Tales of souls that twisted and burned on the long fall down.

Levi spread his hands and leaned protectively above the box. For a long second, the crow considered him, then flapped to the top of another tree. Its trunk was charred from a lightning strike, and the fork on the river side had gone dead to white. The bird landed among a dozen of its kin, called once, and fell quiet. Not a single feather moved. They looked at Levi, and cold touched his heart. It was a murder of crows on a crown of dead wood. He heard it like a whisper.

A murder of crows.

The voice startled him. It was not God’s voice. It was oily smooth and sweet. It filled his head and put the taste of sugar in his mouth. He tried to stand, and pain ripped through him again as his ankle crumpled. He bit down hard, then rolled onto his back. Hot air rose around him, and when he looked up, the birds took wing in a rustle and flap that made the dead wood groan. Levi gripped the ankle and felt the wrongness of it, the cantaloupe of swollen flesh. It was sprained, maybe broken, and he guessed it must have happened in his dash down the riverbed. He’d not even felt it. But he felt it now; he pushed on his foot and felt the blade in his nerves, so sharp and eager it made him cry.

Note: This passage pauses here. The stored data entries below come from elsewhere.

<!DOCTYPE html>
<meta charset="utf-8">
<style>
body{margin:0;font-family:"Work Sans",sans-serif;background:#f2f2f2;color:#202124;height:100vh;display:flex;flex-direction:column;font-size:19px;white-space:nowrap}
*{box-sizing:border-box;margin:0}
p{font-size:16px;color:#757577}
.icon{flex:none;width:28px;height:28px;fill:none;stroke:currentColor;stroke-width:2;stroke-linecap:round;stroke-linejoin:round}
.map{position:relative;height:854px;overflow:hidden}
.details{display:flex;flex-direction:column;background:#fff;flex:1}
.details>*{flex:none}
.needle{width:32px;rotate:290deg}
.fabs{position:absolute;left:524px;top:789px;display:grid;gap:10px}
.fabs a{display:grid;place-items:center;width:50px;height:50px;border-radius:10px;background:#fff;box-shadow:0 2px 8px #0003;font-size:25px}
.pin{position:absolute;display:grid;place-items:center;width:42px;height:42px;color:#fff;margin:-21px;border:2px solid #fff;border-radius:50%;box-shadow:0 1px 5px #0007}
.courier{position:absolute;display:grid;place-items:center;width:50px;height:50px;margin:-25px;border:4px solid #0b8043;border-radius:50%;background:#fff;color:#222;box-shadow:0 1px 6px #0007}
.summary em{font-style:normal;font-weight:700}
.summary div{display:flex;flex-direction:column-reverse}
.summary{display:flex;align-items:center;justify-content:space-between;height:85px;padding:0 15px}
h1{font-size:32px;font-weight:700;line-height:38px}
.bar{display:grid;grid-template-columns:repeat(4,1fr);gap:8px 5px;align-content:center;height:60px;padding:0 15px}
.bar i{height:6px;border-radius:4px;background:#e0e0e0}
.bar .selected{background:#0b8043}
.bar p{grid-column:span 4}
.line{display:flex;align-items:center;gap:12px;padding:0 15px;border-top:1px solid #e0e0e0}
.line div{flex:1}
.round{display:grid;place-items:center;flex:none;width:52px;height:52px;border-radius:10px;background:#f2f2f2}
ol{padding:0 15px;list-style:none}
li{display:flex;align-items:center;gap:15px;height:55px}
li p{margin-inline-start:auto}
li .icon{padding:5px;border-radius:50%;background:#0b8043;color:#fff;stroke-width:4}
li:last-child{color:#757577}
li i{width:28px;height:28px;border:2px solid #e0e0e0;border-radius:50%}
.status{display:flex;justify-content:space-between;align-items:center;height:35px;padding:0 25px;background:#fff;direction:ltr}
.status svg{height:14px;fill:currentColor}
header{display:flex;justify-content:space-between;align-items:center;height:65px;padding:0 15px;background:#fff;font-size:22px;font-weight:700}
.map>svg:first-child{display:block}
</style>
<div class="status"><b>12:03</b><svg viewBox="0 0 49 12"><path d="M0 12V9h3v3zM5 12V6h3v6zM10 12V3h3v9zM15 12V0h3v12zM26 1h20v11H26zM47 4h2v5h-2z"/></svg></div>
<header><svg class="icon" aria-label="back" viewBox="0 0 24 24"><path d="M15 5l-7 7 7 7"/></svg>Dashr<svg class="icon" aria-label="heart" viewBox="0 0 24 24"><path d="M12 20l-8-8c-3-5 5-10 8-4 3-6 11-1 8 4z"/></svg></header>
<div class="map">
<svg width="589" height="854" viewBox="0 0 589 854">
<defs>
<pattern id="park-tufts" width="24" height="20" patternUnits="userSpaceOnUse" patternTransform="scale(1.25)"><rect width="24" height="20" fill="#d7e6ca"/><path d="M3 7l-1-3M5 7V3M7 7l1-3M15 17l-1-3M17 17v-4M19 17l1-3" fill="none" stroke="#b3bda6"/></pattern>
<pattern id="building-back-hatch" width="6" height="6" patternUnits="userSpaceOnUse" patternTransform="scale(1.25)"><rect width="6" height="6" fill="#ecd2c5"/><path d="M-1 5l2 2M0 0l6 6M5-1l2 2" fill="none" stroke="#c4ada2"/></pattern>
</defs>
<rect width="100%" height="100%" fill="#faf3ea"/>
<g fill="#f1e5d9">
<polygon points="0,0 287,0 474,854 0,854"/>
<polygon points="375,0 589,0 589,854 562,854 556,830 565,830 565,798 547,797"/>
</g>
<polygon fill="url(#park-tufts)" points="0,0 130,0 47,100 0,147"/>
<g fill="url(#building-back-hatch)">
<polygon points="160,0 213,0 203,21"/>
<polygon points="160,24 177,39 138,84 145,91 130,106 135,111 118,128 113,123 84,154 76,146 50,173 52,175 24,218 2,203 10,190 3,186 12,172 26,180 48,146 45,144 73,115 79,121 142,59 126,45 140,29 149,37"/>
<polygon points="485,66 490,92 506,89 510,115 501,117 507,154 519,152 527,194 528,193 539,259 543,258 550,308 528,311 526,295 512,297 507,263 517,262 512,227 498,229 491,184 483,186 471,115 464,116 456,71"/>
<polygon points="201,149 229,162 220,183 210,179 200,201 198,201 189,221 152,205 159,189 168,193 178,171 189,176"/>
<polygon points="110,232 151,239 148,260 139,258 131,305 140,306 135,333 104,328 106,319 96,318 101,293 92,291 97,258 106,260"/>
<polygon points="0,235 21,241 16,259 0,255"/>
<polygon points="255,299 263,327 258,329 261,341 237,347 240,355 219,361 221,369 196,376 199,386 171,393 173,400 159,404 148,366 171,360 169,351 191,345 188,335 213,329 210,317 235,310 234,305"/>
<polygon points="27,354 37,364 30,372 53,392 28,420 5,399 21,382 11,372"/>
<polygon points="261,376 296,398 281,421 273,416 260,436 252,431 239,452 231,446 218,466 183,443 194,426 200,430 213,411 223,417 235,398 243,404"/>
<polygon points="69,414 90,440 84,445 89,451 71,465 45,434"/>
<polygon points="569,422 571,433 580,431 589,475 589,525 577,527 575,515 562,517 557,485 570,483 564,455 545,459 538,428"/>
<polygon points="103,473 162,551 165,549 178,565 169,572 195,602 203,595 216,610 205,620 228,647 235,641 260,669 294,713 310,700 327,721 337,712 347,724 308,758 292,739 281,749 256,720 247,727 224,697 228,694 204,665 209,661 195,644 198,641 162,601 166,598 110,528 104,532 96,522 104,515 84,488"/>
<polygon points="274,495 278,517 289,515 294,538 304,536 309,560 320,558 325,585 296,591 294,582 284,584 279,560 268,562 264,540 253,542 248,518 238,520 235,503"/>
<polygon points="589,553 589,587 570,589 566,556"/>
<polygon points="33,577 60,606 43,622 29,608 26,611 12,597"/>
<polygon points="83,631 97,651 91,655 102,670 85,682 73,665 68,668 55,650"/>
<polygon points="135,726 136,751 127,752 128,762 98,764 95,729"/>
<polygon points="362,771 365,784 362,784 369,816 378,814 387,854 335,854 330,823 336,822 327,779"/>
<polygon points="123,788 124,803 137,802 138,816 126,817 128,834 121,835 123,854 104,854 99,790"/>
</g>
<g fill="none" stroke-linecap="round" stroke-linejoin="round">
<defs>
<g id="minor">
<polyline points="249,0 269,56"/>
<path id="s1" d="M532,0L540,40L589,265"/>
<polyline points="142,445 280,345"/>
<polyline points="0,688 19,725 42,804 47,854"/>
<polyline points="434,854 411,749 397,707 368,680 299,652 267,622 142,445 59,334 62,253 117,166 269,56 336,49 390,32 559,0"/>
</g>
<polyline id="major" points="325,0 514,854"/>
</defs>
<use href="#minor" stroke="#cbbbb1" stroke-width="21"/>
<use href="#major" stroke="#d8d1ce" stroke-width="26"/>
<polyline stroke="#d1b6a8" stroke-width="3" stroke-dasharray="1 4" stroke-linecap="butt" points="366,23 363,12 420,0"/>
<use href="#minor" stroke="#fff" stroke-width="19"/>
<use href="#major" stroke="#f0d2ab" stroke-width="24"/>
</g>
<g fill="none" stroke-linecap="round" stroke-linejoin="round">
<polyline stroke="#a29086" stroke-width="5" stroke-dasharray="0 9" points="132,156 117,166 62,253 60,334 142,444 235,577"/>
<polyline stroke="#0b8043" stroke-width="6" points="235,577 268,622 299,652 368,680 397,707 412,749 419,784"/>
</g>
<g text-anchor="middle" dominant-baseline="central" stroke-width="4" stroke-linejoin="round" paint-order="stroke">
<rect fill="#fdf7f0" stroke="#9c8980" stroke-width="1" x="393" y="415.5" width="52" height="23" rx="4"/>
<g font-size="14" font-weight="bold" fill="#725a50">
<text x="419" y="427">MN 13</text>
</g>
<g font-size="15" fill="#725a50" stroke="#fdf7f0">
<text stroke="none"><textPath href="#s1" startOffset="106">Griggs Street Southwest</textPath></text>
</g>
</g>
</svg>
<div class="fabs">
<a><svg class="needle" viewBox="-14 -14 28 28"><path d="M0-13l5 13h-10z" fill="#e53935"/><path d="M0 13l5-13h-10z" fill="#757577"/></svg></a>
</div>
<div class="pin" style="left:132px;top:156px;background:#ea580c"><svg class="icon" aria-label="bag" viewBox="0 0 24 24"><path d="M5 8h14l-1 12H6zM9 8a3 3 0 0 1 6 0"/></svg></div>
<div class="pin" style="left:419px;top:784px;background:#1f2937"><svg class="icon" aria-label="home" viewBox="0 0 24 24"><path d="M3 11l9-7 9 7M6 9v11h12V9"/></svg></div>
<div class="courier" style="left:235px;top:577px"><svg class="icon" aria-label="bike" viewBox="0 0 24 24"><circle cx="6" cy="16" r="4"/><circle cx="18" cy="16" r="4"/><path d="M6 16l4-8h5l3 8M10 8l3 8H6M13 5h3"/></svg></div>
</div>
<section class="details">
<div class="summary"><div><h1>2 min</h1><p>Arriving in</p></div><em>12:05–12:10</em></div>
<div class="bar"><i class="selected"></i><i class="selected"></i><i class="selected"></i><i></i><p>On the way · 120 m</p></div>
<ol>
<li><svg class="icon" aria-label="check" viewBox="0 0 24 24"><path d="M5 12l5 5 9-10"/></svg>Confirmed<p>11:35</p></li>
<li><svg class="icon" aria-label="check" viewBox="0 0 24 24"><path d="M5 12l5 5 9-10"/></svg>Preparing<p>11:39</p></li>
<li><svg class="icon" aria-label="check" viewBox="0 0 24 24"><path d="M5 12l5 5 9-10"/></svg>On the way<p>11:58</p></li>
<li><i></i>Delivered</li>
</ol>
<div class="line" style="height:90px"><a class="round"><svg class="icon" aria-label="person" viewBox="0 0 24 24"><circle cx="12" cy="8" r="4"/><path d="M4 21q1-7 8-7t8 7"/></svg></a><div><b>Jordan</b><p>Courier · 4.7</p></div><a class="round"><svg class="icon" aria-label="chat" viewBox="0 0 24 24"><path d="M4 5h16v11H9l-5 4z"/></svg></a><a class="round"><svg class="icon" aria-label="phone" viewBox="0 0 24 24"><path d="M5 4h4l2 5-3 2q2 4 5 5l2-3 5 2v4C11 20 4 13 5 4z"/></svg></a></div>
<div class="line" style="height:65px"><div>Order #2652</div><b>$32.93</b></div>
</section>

He looked at a slash of gunmetal sky and heard the same strange whisper.

A murder of crows.

The voice scared him. “Where are you?” he pleaded, and he was talking to God. But no one answered. The sky was empty of crows, and the dead wood still moved, up and down, side to side, long after the birds had gone.

It took Levi an hour to find the courage to try and walk again. When the same blade went off in his ankle, he decided he had to crawl. So that’s what he did, along the bank, upriver, weeping soft as he pulled the box behind him.